Awards
Staff Pick
Welcome to the future of poetry. It is Natalie Diaz, Mojave activist and former pro-basketball player, bringing a passionate, athletic clarity to poems that sprawl across language and identity. In the thrillingly inventive "exhibits from the American Museum of Water," Diaz presents stark placards of an imagined museum ("A dilapidated diorama. The mythical city of Flint, Michigan."), showing deftly what it might be like if we honored our life-giving forces. Diaz throughout honors our water and other unsung bodies — queer, indigenous; the brutalized, the surviving — with painful, gorgeous resonance. This stunning collection makes you feel the newly possible, not just in a poem, but in our language; the newly possible in our history, and how we will tell it. Recommended By Thomas L., Powells.com
Postcolonial Love Poem is earth-bending, earth-breaking, earth band-aiding. These are the hottest basketball poems I've ever read, the hardest long night wolf poems I've ever read, the smoothest river poems that you cannot stop. Recommended By Adie B., Powells.com
Synopses & Reviews
Natalie Diaz's highly anticipated follow-up to When My Brother Was an Aztec, winner of an American Book Award
Postcolonial Love Poem is an anthem of desire against erasure.

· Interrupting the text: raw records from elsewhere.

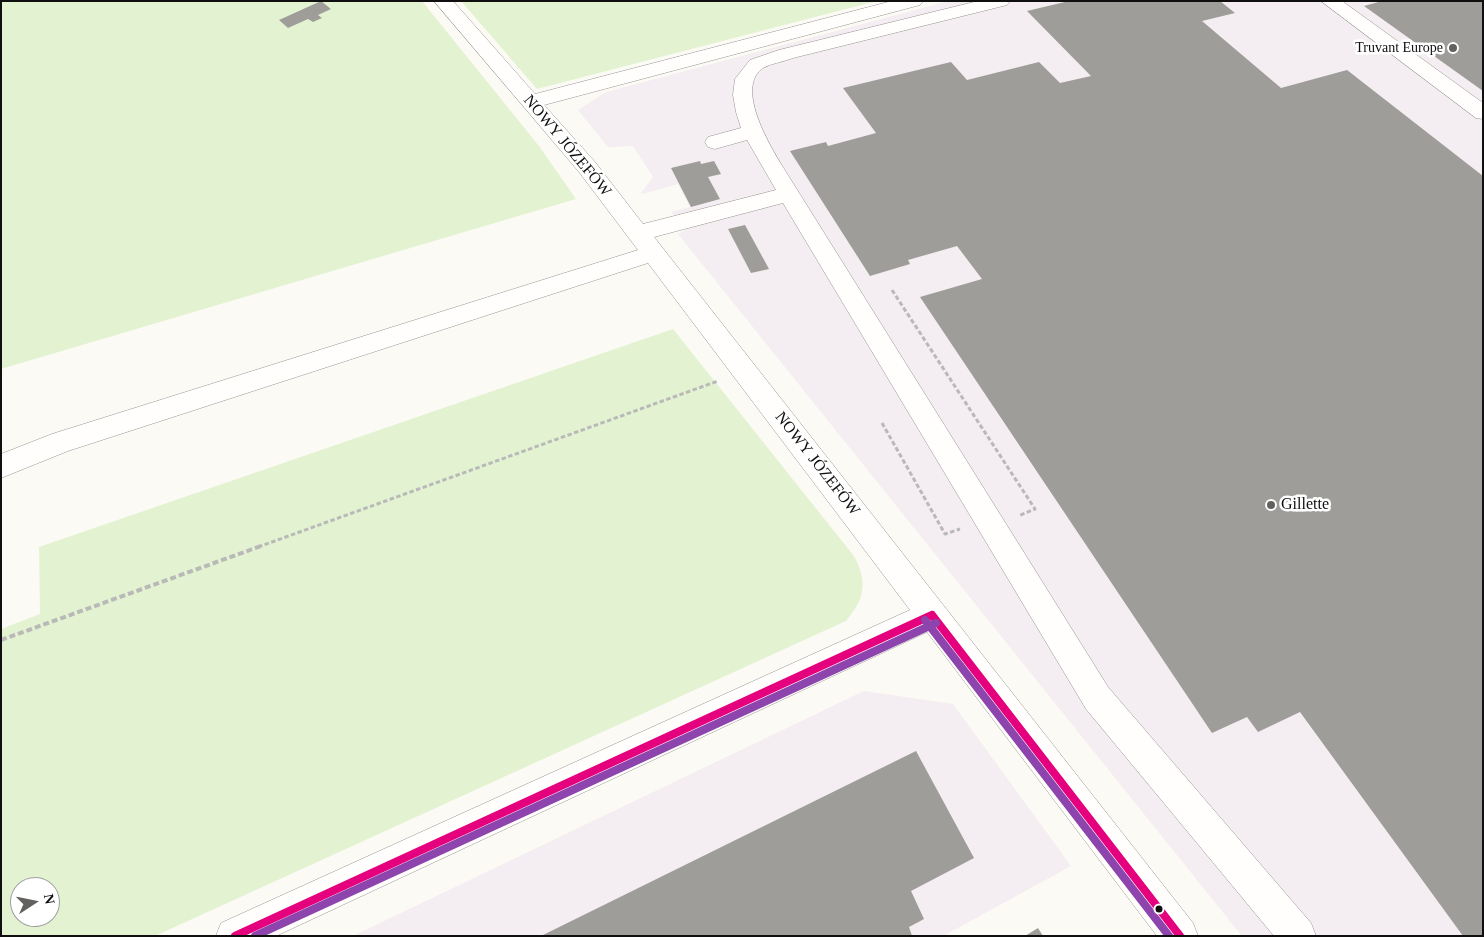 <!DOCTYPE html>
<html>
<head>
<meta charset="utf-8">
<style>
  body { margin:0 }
  #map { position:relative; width:1484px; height:937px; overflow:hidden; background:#fcfaf4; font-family:"Times New Roman",serif }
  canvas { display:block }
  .frame { position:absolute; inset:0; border:2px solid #0f0f0f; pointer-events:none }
  .north { position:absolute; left:10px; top:877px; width:50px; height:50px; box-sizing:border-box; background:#fff; border:1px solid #9f9f9f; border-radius:50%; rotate:79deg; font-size:14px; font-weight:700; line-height:20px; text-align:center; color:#0f0f0f }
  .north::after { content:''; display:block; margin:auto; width:18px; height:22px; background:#62615f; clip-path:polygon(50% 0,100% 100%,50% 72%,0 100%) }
</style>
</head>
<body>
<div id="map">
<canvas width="1484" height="937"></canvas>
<div class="frame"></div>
<div class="north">N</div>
</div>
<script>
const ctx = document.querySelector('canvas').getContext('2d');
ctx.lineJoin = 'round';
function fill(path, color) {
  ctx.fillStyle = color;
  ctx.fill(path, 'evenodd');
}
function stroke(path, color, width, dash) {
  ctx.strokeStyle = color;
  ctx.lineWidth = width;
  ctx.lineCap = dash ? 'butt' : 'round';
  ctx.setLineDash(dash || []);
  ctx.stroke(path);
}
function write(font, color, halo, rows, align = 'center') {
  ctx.font = font + ' "Times New Roman",serif';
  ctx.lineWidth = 5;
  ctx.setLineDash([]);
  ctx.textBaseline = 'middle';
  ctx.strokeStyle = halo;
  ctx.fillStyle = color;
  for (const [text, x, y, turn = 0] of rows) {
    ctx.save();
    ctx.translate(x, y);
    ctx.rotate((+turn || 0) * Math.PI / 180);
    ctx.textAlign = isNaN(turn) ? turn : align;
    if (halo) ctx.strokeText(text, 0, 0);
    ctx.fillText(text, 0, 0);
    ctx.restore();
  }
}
fill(new Path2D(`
  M949 1H1483V936H1242L678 234 685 230 671 212 690 207 678 184 643 194 641 193 653 177 633 146 608 147 578 110 606 92Z
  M864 691 953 704 1071 866 943 936H353Z`), '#f4edf1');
fill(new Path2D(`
  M1 1H422L539 146 576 199 1 369Z
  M461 1H877L537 89Z
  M673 329 854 556C868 583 865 598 846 621L155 936H1V629L40 614 39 547ZM20 887H50V917H20Z`), '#e3f3d2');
fill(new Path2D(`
  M321 1 331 9 318 15 322 18 313 22 308 19 288 28 279 20Z
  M1069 1H1220L1235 13 1202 21 1281 88 1347 70 1483 176V936H1463L1300 712 1258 732 1247 717 1212 733 920 297 982 279 957 246 908 260 910 264 870 276 790 151 826 142 828 146 876 133 843 88 951 62 967 80 1039 62 1060 83 1091 76 1027 11Z
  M1382 1H1483V91L1364 6Z
  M700 161 701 164 714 161 721 174 708 177 720 199 691 207 671 168Z
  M745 225 769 269 751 273 728 229Z
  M916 751 974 858 911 891 924 919 909 927 912 936H541Z
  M1038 928 1043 936H1025Z`), '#9f9d99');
const minor = new Path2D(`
  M434 1H453L535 94 892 1H923L920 5 544 105 595 162 643 224 776 190 747 140 715 149 708 147 705 142 708 137 741 128 736 112 733 95 735 79 750 60 779 50 978 1H1010L1007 5 793 58C783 62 772 63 763 68 735 87 769 144 781 164L1108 687 1311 923 1316 936H1274L1086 709 783 203 654 237 1193 923 1198 936H1157L927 632 276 936H216L221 923 910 610 648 263 68 451 1 478V454L52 434 638 250 579 172Z
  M1321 1H1342L1483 103V119L1476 118Z`);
stroke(minor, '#969592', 1);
stroke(new Path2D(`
  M892 290 1035 509 1018 516
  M882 423 945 534 960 529
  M258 547 718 381`), '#b9b9b8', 3, [4.5, 2.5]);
stroke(new Path2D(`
  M1 640 261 546`), '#b9b9b8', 4, [6, 3]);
fill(minor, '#fffefd');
stroke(new Path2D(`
  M932 615 1180 936
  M235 936 932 615`), '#e5007d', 8);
stroke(new Path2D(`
  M925 620 1169 936
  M255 936 936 623`), '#8e44ad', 8);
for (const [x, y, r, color] of [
  [1453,48,5,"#62615f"],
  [1271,505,5,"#62615f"],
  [1159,909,4.5,"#0f0f0f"]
]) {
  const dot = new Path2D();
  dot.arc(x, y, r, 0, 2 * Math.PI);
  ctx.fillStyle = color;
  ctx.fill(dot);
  stroke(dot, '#fff', 2);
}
write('14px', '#0f0f0f', '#fff', [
  ["Truvant Europe",1443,48]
], 'right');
write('16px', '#0f0f0f', '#fff', [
  ["NOWY JÓZEFÓW",567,146,50],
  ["NOWY JÓZEFÓW",817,464,52]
]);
write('16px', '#0f0f0f', '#fff', [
  ["Gillette",1281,505]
], 'left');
</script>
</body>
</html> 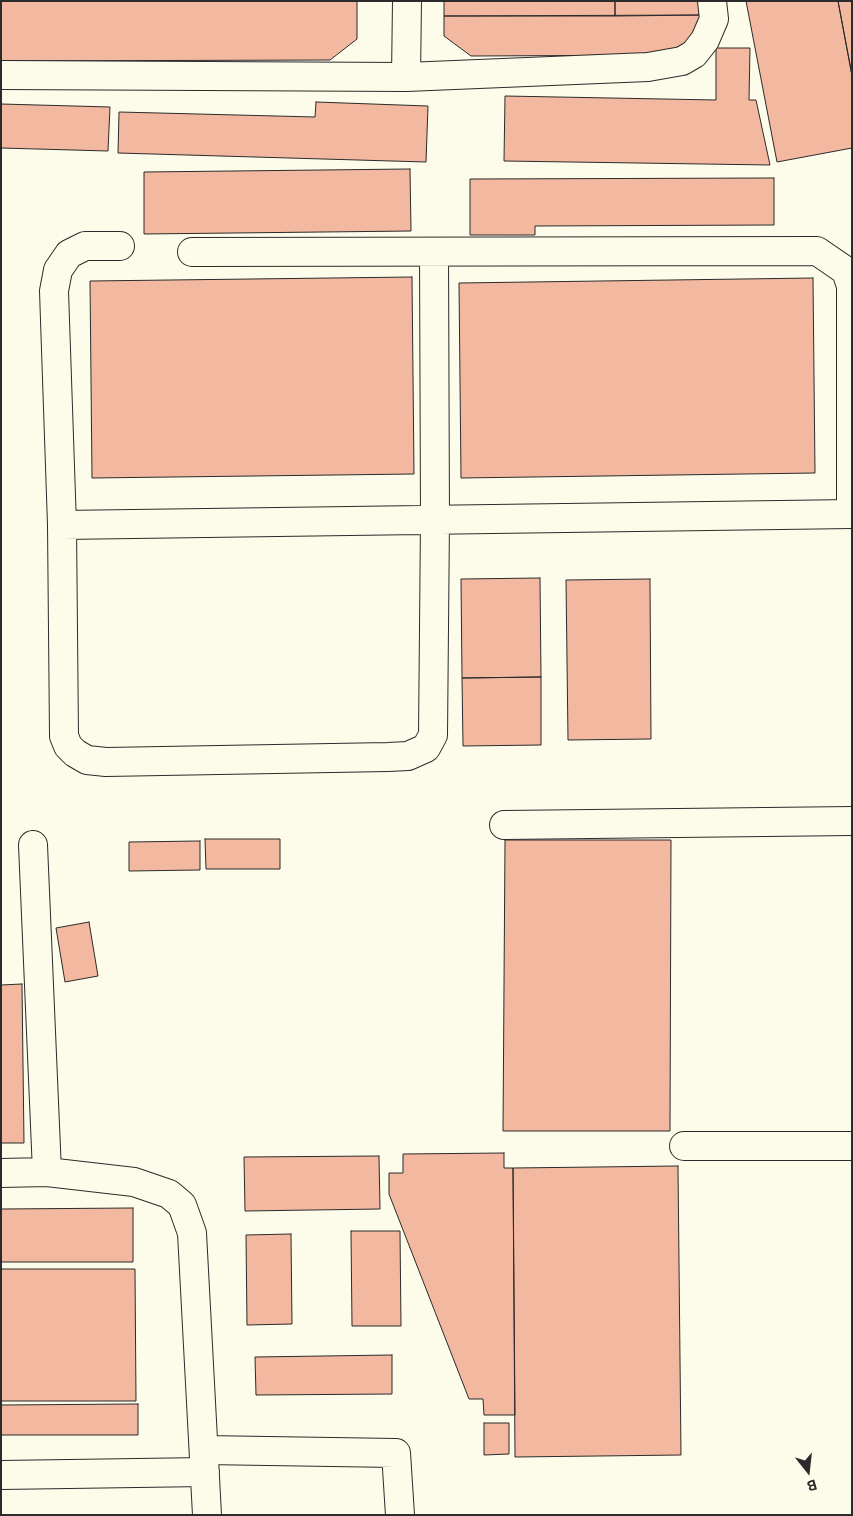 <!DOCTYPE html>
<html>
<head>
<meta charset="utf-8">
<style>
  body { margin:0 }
  #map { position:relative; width:853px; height:1516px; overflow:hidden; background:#fdfbea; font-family:"Public Sans",sans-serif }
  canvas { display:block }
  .frame { position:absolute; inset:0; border:2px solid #2b2b2b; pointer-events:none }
  .north { position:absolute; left:783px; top:1446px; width:50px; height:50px; -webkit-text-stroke:4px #fdfbea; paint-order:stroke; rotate:164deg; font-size:14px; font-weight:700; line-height:20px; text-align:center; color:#2b2b2b }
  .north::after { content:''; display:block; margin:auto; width:18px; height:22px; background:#2b2b2b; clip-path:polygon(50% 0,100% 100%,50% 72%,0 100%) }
</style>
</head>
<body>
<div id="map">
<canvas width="853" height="1516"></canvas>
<div class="frame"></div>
<div class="north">B</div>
</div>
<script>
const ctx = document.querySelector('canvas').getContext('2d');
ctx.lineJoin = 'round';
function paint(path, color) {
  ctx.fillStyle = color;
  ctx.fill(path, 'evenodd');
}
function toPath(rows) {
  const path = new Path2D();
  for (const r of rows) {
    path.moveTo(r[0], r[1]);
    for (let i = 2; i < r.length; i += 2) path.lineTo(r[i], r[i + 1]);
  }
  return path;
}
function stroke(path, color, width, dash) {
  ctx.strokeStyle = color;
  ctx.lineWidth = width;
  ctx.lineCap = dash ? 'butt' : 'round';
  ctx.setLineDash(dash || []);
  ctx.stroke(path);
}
const building = toPath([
  [1,1,357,1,357,39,330,60,1,61,1,1],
  [444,1,615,1,615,16,444,16,444,1],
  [615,1,704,1,706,15,615,16,615,1],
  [746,1,838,1,852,75,852,148,777,162,746,1],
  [838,1,852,1,852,76,838,1],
  [706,15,686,55,471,56,444,36,444,16,706,15],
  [716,48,750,48,749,100,756,100,770,165,504,161,505,96,716,100,716,48],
  [316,102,428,106,426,162,118,153,119,112,315,117,316,102],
  [1,104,110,107,108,151,1,148,1,104],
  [410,169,411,231,144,234,144,172,410,169],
  [774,178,774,225,535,226,535,235,470,235,470,179,774,178],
  [412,277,414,474,92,478,90,281,412,277],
  [813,278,815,473,461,478,459,283,813,278],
  [540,578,541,677,462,678,461,579,540,578],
  [650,579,651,739,568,740,566,580,650,579],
  [541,677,541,745,463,746,462,678,541,677],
  [205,839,280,839,280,869,206,869,205,839],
  [505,840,671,840,670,1131,503,1131,505,840],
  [200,841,200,870,129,871,129,842,200,841],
  [89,922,98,976,65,982,56,928,89,922],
  [22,984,24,1143,1,1143,1,985,22,984],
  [504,1153,504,1168,513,1168,515,1415,484,1415,483,1399,469,1399,389,1194,389,1173,403,1173,403,1154,504,1153],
  [379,1156,380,1209,245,1211,244,1157,379,1156],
  [678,1166,681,1455,515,1457,513,1168,678,1166],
  [133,1208,133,1262,1,1262,1,1209,133,1208],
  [351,1231,400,1231,401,1326,352,1326,351,1231],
  [291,1234,292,1324,247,1325,246,1235,291,1234],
  [1,1269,135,1269,136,1401,1,1401,1,1269],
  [392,1355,392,1394,256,1395,255,1357,392,1355],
  [138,1404,138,1435,1,1435,1,1405,138,1404],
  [484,1423,509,1423,509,1454,484,1455,484,1423]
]);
paint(building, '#f2b8a0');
stroke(building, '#2b2b2b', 1);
const minor = toPath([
  [1,75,406,77,648,67,682,61,694,54,705,40,714,19,712,1],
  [406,77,407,1],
  [120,246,85,246,69,254,58,270,54,291,62,525,64,736,68,746,75,753,87,760,106,762,388,757,408,756,426,748,433,735,435,520,434,252],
  [192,252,817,251,846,271,851,286,851,514],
  [62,525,852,514],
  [504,825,852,821],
  [33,845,47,1172],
  [684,1146,852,1146],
  [1,1173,47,1172,134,1182,169,1194,182,1205,192,1233,207,1515],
  [204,1450,396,1453,400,1515],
  [1,1475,205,1472]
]);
stroke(minor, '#2b2b2b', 30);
stroke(minor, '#fdfbea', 28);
</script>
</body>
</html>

Natalie Diaz's brilliant second collection demands that every body carried in its pages — bodies of language, land, rivers, suffering brothers, enemies, and lovers — be touched and held as beloveds. Through these poems, the wounds inflicted by America onto an indigenous people are allowed to bloom pleasure and tenderness: "Let me call my anxiety, desire, then. / Let me call it, a garden." In this new lyrical landscape, the bodies of indigenous, Latinx, black, and brown women are simultaneously the body politic and the body ecstatic. In claiming this autonomy of desire, language is pushed to its dark edges, the astonishing dunefields and forests where pleasure and love are both grief and joy, violence and sensuality.
Diaz defies the conditions from which she writes, a nation whose creation predicated the diminishment and ultimate erasure of bodies like hers and the people she loves: "I am doing my best to not become a museum / of myself. I am doing my best to breathe in and out. // I am begging: Let me be lonely but not invisible." Postcolonial Love Poem unravels notions of American goodness and creates something more powerful than hope — in it, a future is built, future being a matrix of the choices we make now, and in these poems, Diaz chooses love.
Review
"[An] exquisite, electrifying collection....Diaz continues to demonstrate her masterful use of language while reinventing narratives about desire." Publishers Weekly (Starred Review)
Review
"With Postcolonial Love Poem, Diaz brings her signature sharp, insightful, exquisite language to a collection about America, about future and past, pain and ecstasy....Diaz is a force." Bookmarks
Review
"This is a breakthrough collection....A kind of love poem that can allow history and culture and the anguish of ancestors to flow through and around the poet as she addresses her beloved." Literary Hub
About the Author
Natalie Diaz is the author of the poetry collection When My Brother Was an Aztec. She has received many honors, including a MacArthur Fellowship, a USA Fellowship, and a Lannan Literary Fellowship. She teaches at Arizona State University.